▸ **Records shown**:
▬▬▬
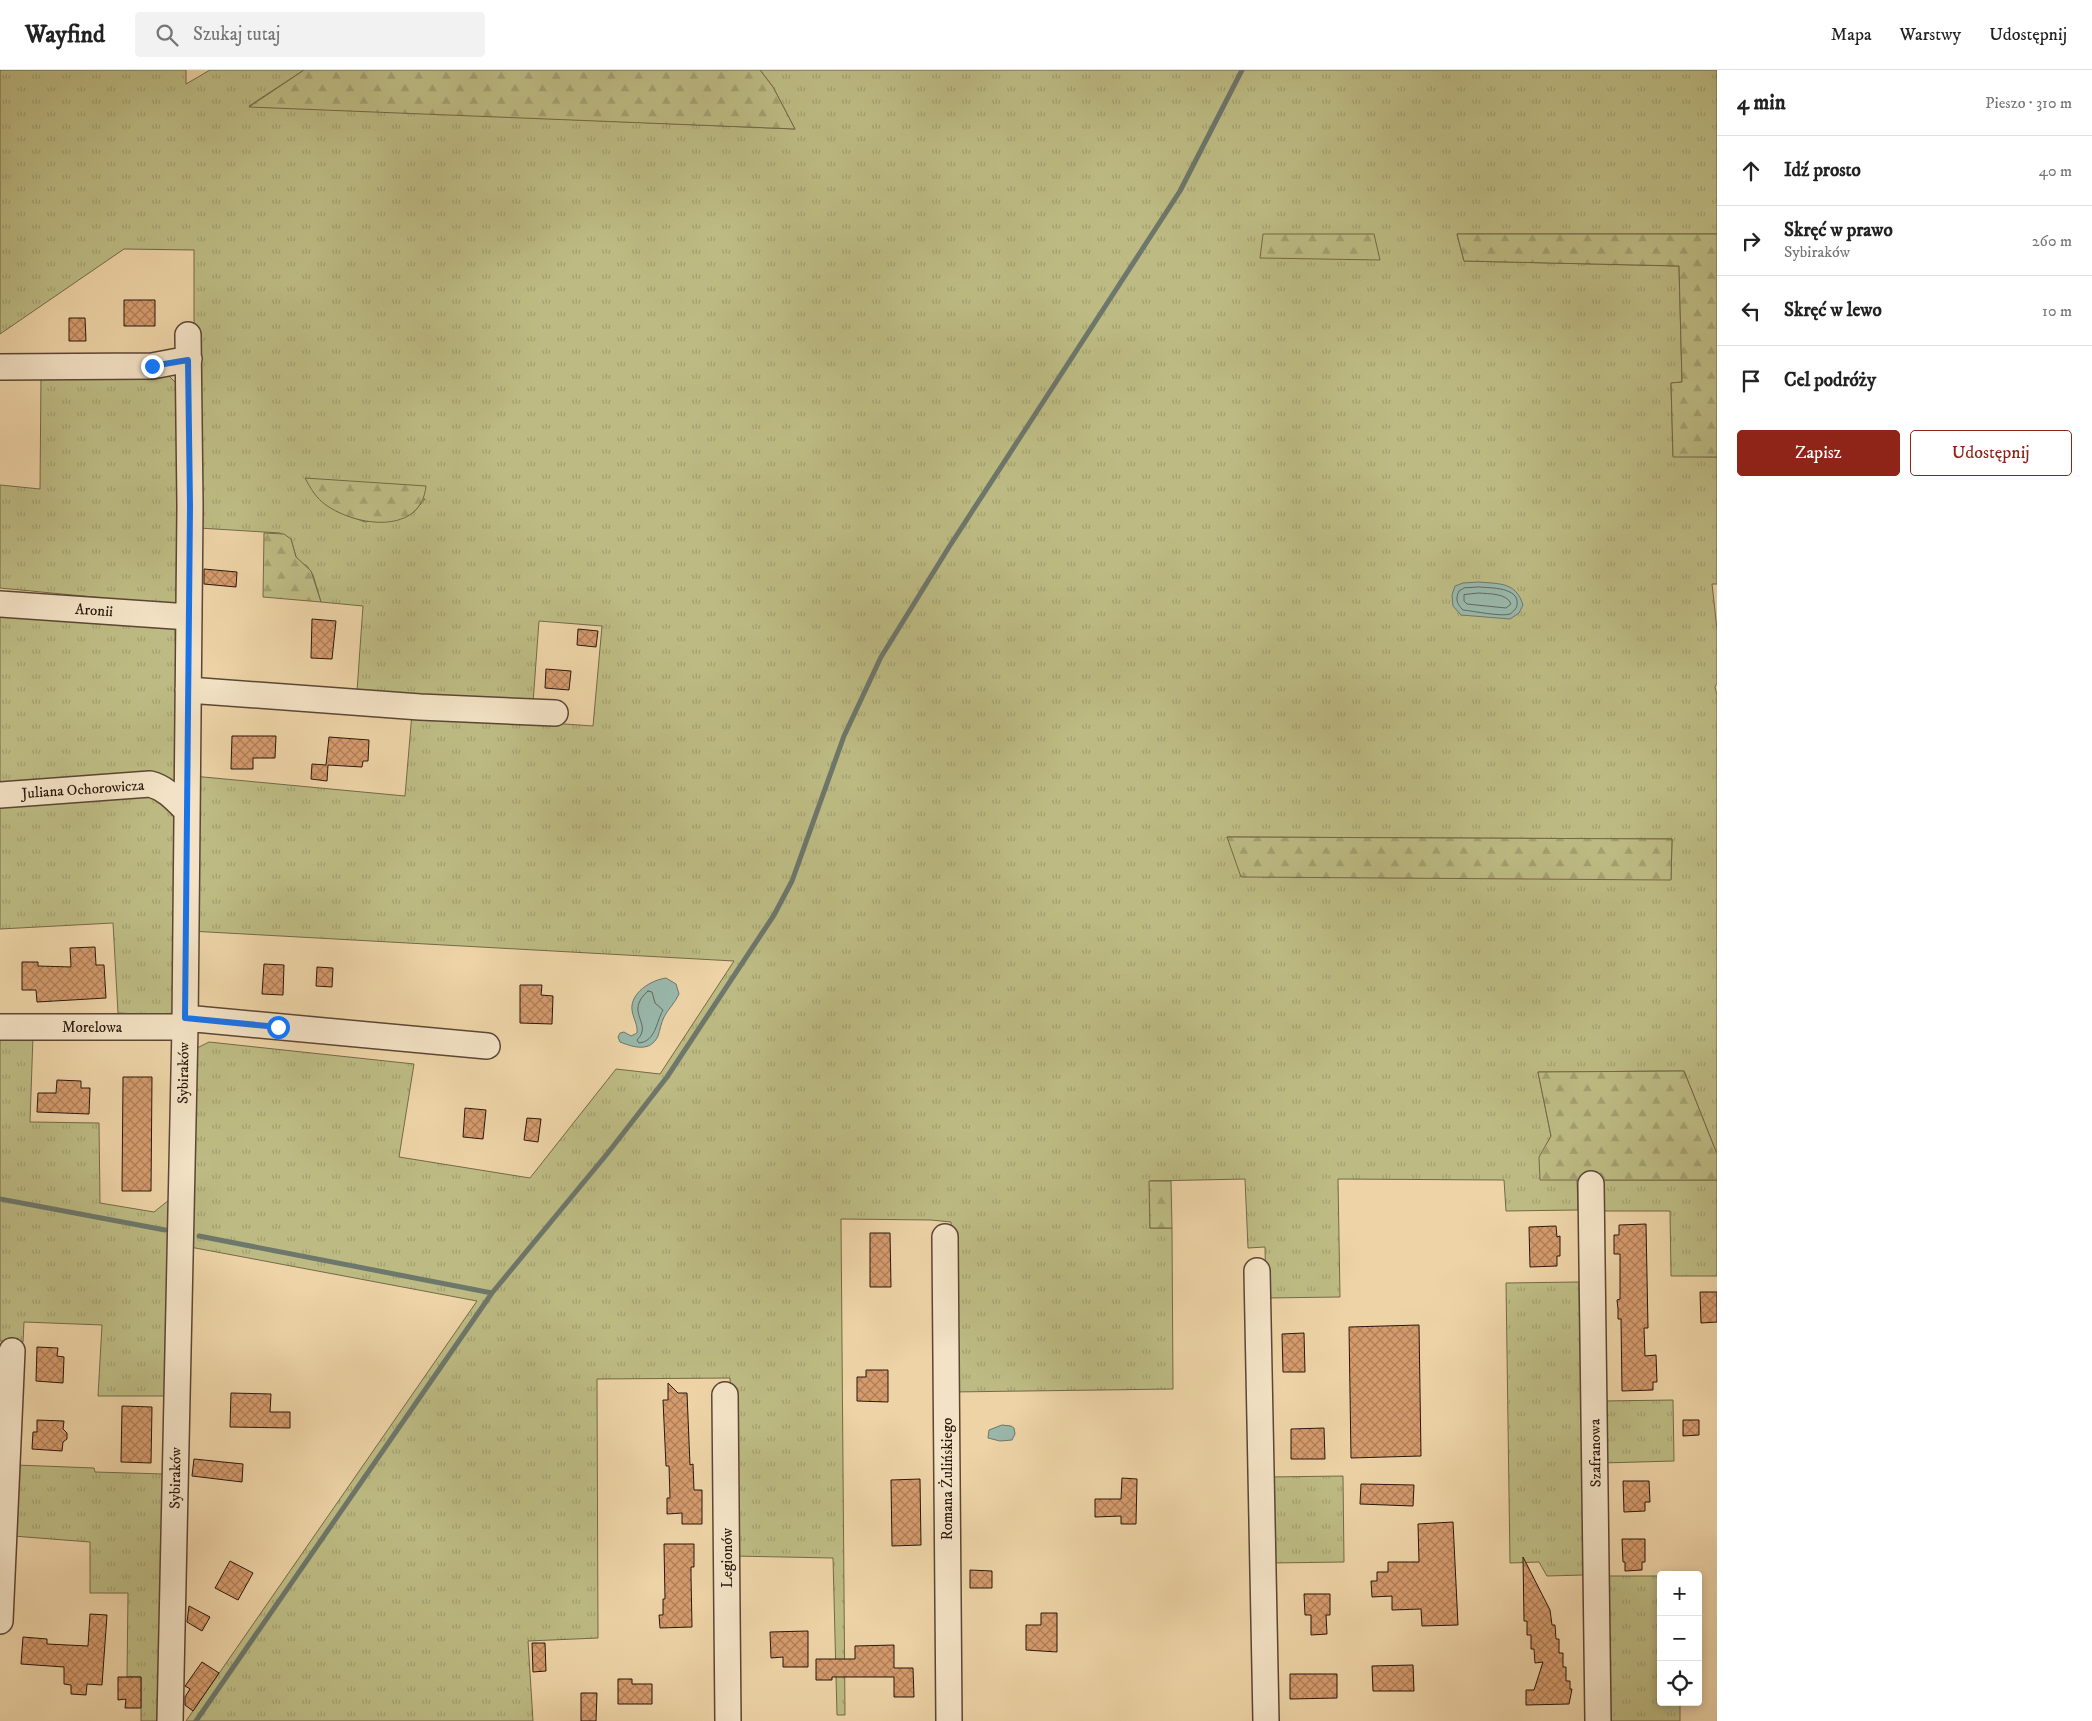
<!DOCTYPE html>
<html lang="pl">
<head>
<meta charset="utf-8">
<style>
	:root { --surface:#fff; --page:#f2f2f2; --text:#222; --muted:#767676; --line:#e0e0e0; --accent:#8f2418 }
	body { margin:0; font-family:"IM FELL DW Pica",serif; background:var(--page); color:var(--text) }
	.controls { position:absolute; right:15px; bottom:15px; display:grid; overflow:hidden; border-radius:5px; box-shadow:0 2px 8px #0003 }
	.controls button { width:45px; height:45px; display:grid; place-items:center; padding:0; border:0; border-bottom:1px solid var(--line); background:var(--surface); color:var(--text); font:25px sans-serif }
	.stop { position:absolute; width:15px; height:15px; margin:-11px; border:4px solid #1a73e8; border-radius:50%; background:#fff }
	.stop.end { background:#1a73e8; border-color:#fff; box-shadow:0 1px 5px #0008 }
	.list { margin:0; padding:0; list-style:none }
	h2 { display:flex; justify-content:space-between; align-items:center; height:65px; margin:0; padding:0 20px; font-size:21px }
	h2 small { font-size:16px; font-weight:400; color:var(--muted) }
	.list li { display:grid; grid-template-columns:32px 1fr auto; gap:15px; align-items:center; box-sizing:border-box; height:70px; padding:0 20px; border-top:1px solid var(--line) }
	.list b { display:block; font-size:19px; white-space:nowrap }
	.list p { margin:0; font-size:16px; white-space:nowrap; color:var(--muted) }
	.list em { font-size:16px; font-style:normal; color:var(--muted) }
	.actions { display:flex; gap:10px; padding:15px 20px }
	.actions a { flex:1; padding:11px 0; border:1px solid var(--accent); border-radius:5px; text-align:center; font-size:18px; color:var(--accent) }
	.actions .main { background:var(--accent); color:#fff }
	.icon { flex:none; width:28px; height:28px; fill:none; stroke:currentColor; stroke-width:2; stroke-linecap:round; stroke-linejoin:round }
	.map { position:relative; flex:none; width:1717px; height:1651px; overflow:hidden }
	header { display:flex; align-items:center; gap:30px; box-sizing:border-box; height:70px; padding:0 25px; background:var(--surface); border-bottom:1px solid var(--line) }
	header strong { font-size:24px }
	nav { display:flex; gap:28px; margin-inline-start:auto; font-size:18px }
	.search { width:350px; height:45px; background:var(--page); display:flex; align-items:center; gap:12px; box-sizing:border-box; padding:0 18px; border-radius:5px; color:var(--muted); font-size:19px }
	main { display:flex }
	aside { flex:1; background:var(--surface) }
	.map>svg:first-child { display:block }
	.grass { fill:url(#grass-tufts); stroke:#746948; fill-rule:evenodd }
	.forest { fill:url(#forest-firs); stroke:#746948 }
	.water { fill:#99b7aa; stroke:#6d776b }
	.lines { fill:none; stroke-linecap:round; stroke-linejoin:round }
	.shore { stroke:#62675c; stroke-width:1 }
	.stream { stroke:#6d776b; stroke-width:5 }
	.building { fill:url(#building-cross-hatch); stroke:#2b170d }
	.minor-casing { stroke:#5c4633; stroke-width:28 }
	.minor { stroke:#f3e2c5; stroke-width:25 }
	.route { stroke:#1a73e8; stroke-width:6 }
	.labels { text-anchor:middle; stroke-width:4; stroke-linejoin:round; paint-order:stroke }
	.street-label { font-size:15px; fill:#2b170d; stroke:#f3e2c5 }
</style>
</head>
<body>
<header>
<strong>Wayfind</strong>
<div class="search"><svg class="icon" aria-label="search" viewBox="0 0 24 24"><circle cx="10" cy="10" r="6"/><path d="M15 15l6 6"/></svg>Szukaj tutaj</div>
<nav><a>Mapa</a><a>Warstwy</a><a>Udostępnij</a></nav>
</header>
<main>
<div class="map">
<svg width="1717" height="1651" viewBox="0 0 1717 1651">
	<defs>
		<pattern id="grass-tufts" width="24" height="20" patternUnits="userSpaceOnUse" patternTransform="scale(1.25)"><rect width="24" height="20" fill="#bdbb83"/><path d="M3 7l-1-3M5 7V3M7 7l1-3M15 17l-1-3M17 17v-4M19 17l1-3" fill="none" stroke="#a3a070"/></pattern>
		<pattern id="forest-firs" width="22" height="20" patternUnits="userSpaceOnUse" patternTransform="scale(1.25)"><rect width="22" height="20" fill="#bdbb83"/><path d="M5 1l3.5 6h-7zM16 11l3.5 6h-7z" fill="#a3a070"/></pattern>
		<pattern id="building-cross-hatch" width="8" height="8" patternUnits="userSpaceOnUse" patternTransform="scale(1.25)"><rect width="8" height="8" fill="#d59b6d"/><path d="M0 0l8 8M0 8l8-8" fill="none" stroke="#ad7d58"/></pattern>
	</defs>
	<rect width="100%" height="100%" fill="#edd3a6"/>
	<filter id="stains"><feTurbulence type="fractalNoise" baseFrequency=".004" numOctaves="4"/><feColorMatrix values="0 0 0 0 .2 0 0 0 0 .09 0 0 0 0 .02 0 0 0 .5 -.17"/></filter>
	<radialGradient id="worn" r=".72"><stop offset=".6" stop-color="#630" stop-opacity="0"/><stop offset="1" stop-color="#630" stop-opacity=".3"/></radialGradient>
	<path class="grass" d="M0,0H186V14L210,0H304L249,36L795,59L773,17L760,0H1717V164H1457L1464,191L1679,196L1682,312L1671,313L1673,386L1717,387V514H1712L1717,559V613L1715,617L1717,625V1084L1684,1001L1538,1002L1551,1066L1546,1076L1540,1109H1577L1578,1140L1506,1141L1504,1110L1338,1109L1340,1227L1266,1228L1265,1177L1248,1178L1245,1109L1150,1111V1158H1172L1173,1319L952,1322L951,1152L931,1150L841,1149L845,1645H837L833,1488L733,1486L730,1308L597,1309L598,1568L528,1571L533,1651H186L477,1231L190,1177L193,980L209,972L414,994L399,1087L530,1108L616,999L660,1004L734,891L190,861L193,706L405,726L412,643L593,656L602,556L539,551L533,633L357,621L363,536L321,532L313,505L307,496L300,492L296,487L291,469L280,463L199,458L194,294V180L124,179L0,264ZM425,429L413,443L365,452L336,441ZM1227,767L1672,769L1671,809L1227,768Z
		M166,303L178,315L176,535L0,518V415L40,419L41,306Z
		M0,544L175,559L180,727L0,718Z
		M150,720L183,747L175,946L118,943L113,853L0,859V731Z
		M0,966H33L30,1052L99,1053L100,1133L154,1142L169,1130L165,1326H98L102,1255L24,1252L23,1272L0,1271Z
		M1598,1110H1717V1206H1671L1670,1141H1597Z
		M1579,1212L1584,1505L1547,1506L1539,1492L1510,1493L1506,1213Z
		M1673,1330L1674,1391L1602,1393V1331Z
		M16,1395L94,1398L95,1402L164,1404L160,1651H141V1607H127L128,1523H90V1472L13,1466Z
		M1343,1406L1344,1492L1271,1493L1268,1407Z
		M1603,1506H1661V1632H1680V1651H1608Z"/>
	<path class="forest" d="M304,0H760L773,17L795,59L249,37Z
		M1263,164H1374L1380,190L1260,188Z
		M1457,164H1717V387H1673L1671,313L1682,312L1679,196L1464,191Z
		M305,408L426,416C421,465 357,457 326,435C316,428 311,419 305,408Z
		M264,463L284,464L291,469L296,487L311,501L321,532L263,527Z
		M1227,767L1672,769L1671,810L1241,807Z
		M1684,1001L1717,1084V1110H1540L1539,1087L1551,1066L1538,1002Z
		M1149,1111H1171L1172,1158H1150Z"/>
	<path class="water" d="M1479,512C1500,514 1516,512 1523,535L1519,543L1510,549L1461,545L1453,536L1452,525L1455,516L1463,513Z
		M666,908L676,914L679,924C675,933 668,939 664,947C661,953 660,960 658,966C650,983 633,977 620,972L618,967L620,963L624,962L631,966L637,963C638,955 633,948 632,940C630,923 651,910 666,908Z
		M1002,1355L1011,1356L1014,1358L1015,1364L1012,1370L1000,1371L988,1368L989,1360Z"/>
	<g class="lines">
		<path class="shore" d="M1479,517C1490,518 1520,517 1517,535C1517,538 1513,542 1510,544C1502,547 1473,541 1463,540C1457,534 1455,529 1459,521L1464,518Z
			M1479,523C1489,524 1507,523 1511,534L1506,538L1467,534L1464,531V525Z
			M648,921L652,922L655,933L663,940C656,952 656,971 639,973L637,970C654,953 623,943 648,921Z"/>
		<path class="stream" d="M0,1129L165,1160
			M199,1166L492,1223
			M196,1651L492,1223L607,1084L667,1007L774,845L792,811L844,666L881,587L949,477L1180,121L1242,0"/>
	</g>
	<path class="building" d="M124,230H155V256H124Z
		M69,248H85L86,271H69Z
		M204,499L237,502L236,517L204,514Z
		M312,549L336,551L332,589L311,588Z
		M578,559L598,561L596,577L577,575Z
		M546,599L571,601L569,620L545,618Z
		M232,666H276L275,688H253V699H231Z
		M329,667L369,670L368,691H363L362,697L328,695L327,711L311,709L312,694L326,695Z
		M95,877L96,895H104L106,928L37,932L36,920H22V892H38V896L71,897L70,878Z
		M264,894L284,895L283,925L262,924Z
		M317,897L333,898L332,917L316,916Z
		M520,915H542L541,925L553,926L552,954L520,953Z
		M123,1007H152L151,1121H122Z
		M57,1010L81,1011V1018H90L89,1044L37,1042L38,1023H56Z
		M465,1038L486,1040L483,1069L463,1067Z
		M527,1048L541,1049L538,1072L524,1070Z
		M1646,1154L1648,1258H1644L1645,1286L1656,1285L1657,1312H1653V1320L1622,1321L1621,1249H1618V1239L1617,1230L1620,1229V1184H1614V1165H1619V1155Z
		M1556,1156L1557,1167L1560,1166V1186H1557V1196L1530,1197L1529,1157Z
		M870,1163H890L891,1217H870Z
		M1700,1222H1717V1252L1701,1253Z
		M1419,1255L1421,1386L1351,1388L1349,1257Z
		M1304,1263L1305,1302H1283L1282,1264Z
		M37,1277L58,1278L57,1286L64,1287L63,1313L36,1311Z
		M866,1300H888V1332L857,1331V1307H866Z
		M668,1313L678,1323H687L690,1395L693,1394L694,1420H702V1454H682V1443L667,1444V1428H670L669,1396H666L663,1330H668Z
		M231,1323L271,1324L270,1342H290V1358L230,1357Z
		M122,1336L152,1337L151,1393L121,1392Z
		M37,1350L64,1351L63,1359L67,1363V1369L63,1372L62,1381L32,1379L33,1362H37Z
		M1683,1350H1699V1365L1683,1366Z
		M1324,1358L1325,1389H1291V1359Z
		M194,1389L243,1394L242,1412L192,1406Z
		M1122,1408L1137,1409L1136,1454H1121V1446L1095,1447V1429H1121Z
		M920,1409L921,1475L892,1476L891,1410Z
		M1623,1411H1649L1650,1432H1645V1441L1624,1442Z
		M1361,1414L1414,1415L1413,1436L1360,1434Z
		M1453,1452L1458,1555L1422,1556L1421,1539L1392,1540V1526L1372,1527L1371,1511H1377V1502H1388V1492H1419L1418,1454Z
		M1622,1469H1645V1492H1642V1500L1625,1501V1492H1623Z
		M664,1474H694V1497H691V1506L692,1557L660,1558L659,1545H663V1529H665Z
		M1523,1487L1550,1540L1552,1555H1555L1556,1569H1559V1583H1563V1597H1566V1611H1570V1619H1572L1569,1634L1526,1635V1620H1534L1543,1592L1535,1593L1534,1579H1531V1565H1527V1551H1524Z
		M230,1491L253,1503L238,1530L215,1518Z
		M970,1500L992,1501V1518H970Z
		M1304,1524H1330V1545H1326L1327,1564L1311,1565V1545H1305Z
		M189,1536L210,1547L202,1561L187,1552Z
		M1041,1543H1057V1582L1026,1580V1555H1041Z
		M90,1544L107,1545L102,1615L87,1614L86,1625L71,1624V1615L64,1614V1597L21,1594L23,1567L47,1569V1574L88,1576Z
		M808,1561V1597H783V1587L771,1588L770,1562Z
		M532,1573H545L546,1601L533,1602Z
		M894,1575V1598H913L914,1627H894V1607H832V1610H816V1589H855V1576Z
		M202,1592L219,1603L193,1641L185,1635V1627L190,1619L185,1616Z
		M1413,1595L1414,1621H1373L1372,1596Z
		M1290,1604H1337V1628L1290,1629Z
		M118,1607H141V1638H125L126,1629L118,1630Z
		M618,1609H632V1614H652V1634H618Z
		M581,1623H597L596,1651H581Z"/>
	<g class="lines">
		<g class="minor-casing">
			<path id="minor" d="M0,297L152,296L189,289
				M0,534L189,547
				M188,620L420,637L555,643
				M0,725L150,714C166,718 176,730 187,741
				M185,948L487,976
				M0,957H185
				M1591,1114L1598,1651
				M945,1167L949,1651
				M1257,1201L1266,1651
				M725,1325L728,1651
				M0,1551L12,1281
				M170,1651L185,957L190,436L188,265"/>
		</g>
		<use href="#minor" class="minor"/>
	</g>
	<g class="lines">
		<path class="route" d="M152,296L188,290L190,436L185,948L278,957"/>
	</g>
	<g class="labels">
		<g class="street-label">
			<text transform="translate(94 540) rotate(4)" y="5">Aronii</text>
			<text transform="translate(83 719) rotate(-4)" y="5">Juliana Ochorowicza</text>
			<text x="92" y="962">Morelowa</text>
			<text transform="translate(183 1003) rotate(-89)" y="5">Sybiraków</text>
			<text transform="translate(1595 1383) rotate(-91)" y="5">Szafranowa</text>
			<text transform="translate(175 1408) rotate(-89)" y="5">Sybiraków</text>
			<text transform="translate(947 1409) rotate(-90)" y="5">Romana Żulińskiego</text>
			<text transform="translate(727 1488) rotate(-90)" y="5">Legionów</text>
		</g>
	</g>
	<rect width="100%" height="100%" filter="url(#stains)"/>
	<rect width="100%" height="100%" fill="url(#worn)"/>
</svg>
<div class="controls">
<button>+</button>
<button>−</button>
<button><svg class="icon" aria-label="locate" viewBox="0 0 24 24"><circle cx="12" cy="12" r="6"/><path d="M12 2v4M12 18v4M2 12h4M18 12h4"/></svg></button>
</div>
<div class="stop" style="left:278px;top:957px"></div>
<div class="stop end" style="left:152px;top:296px"></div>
</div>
<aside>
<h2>4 min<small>Pieszo · 310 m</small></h2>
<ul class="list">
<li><svg class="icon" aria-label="ahead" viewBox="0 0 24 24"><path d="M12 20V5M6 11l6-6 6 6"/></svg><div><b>Idź prosto</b></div><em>40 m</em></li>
<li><svg class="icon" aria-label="right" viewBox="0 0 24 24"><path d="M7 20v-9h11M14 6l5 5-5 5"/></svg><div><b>Skręć w prawo</b><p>Sybiraków</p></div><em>260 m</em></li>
<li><svg class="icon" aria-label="left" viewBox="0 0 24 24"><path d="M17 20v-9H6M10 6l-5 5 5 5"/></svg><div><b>Skręć w lewo</b></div><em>10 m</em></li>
<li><svg class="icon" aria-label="arrive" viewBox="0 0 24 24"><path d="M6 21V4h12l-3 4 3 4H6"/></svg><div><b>Cel podróży</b></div></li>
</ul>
<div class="actions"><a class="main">Zapisz</a><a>Udostępnij</a></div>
</aside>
</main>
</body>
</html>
▬▬▬
Make a list of all lines in the data that contain "controls".

	.controls { position:absolute; right:15px; bottom:15px; display:grid; overflow:hidden; border-radius:5px; box-shadow:0 2px 8px #0003 }
	.controls button { width:45px; height:45px; display:grid; place-items:center; padding:0; border:0; border-bottom:1px solid var(--line); background:var(--surface); color:var(--text); font:25px sans-serif }
<div class="controls">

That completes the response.